The other problem is that money allotted to construction projects within the $787 billion in spending and tax cuts contained in the American Recovery and Reinvestment Act is only slowly wending its way into the system. Of that stimulus money, just $27.5 billion is provided for highway and bridge projects. To date, only 2,163 projects have been approved, totaling $6.7 billion. This represents about 25% of the appropriated funds, notes Brian Lindgren, director of vocational sales for Kenworth Truck Co.

“I've learned that you have to read the news reports very closely, and watch for distinctions between words such as ‘provided,’ ‘approved,’ ‘appropriated’ and ‘work started,’” he says. “If the work hasn't started, nobody is firing up those trucks.”

That also means few construction firms are willing to invest in new equipment, notes John Walsh, spokesman for Mack Trucks.

“Industry-wide sales of dump trucks and mixers continue to run at low levels due to the dramatic decline in housing construction,” he says. “Government stimulus and moves by the Federal Reserve to create greater liquidity should ultimately have a positive impact. But with customers currently still hesitant to purchase new equipment in the face of economic uncertainty and relatively tight credit, it remains difficult to predict exactly when the situation will improve.”

  • INDUSTRY OUTLOOK

    Any improvement in the overall construction industry is still at least a year away, according to Jim Haughey, chief economist for Reed Construction Data.

    As far as construction spending, Haughey says that the market will see a steep decline through the spring, increasing slightly by the end of the year. “We won't see a construction spending peak similar to 2006 until 2012,” he said during a webinar in late April hosted by AGC, American Institute of Architects, and Reed Construction Data.

    Haughey expects the recession to continue well into the fall of 2009, with subpar GDP growth for a year. “That same level of confidence will remain at recession levels; it will get better but not back to normal this year or next, so it will be difficult to get contracts,” Haughey notes. “We will also see worsening access to credit.”

    AGC's Simonson noted during the webinar that stimulus spending should help spur construction projects, though it will take time for them to develop. “The stimulus bill means the government is starting to buy construction,” he said, noting that total stimulus dollars for construction-related spending is between $135 billion and $144 billion.

    “In the building segment quite a few government agencies have a hand in this,” Simonson explained. “The Dept. of Defense is getting about $7 billion for military bases and housing; the GSA [General Services Administration] is getting about $5.6 billion; and $9 billion is scattered through other government agencies.”

    More importantly for the construction truck market, the stimulus bill allows for increased expensing for anyone who buys equipment and puts it in service by the end of the year. “They will be able to write off 50% of the cost and then use accelerated depreciation for the rest,” he said.

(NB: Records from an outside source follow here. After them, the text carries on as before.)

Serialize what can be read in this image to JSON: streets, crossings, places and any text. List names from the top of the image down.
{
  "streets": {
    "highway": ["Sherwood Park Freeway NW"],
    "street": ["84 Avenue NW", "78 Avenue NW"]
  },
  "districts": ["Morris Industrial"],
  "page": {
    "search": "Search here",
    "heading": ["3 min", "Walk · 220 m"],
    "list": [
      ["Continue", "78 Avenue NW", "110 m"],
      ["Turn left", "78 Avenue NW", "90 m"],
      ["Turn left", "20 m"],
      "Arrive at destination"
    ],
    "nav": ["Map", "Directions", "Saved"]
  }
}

    Simonson said that overall construction spending dropped 10% over the last year with the biggest hit coming in residential construction. Public construction spending, however, actually increased. For the rest of 2009, Simonson expects that the single-family market will come back by the end of the year, perhaps enough to raise total residential spending — even though the multi-family market will be down for probably the next two years.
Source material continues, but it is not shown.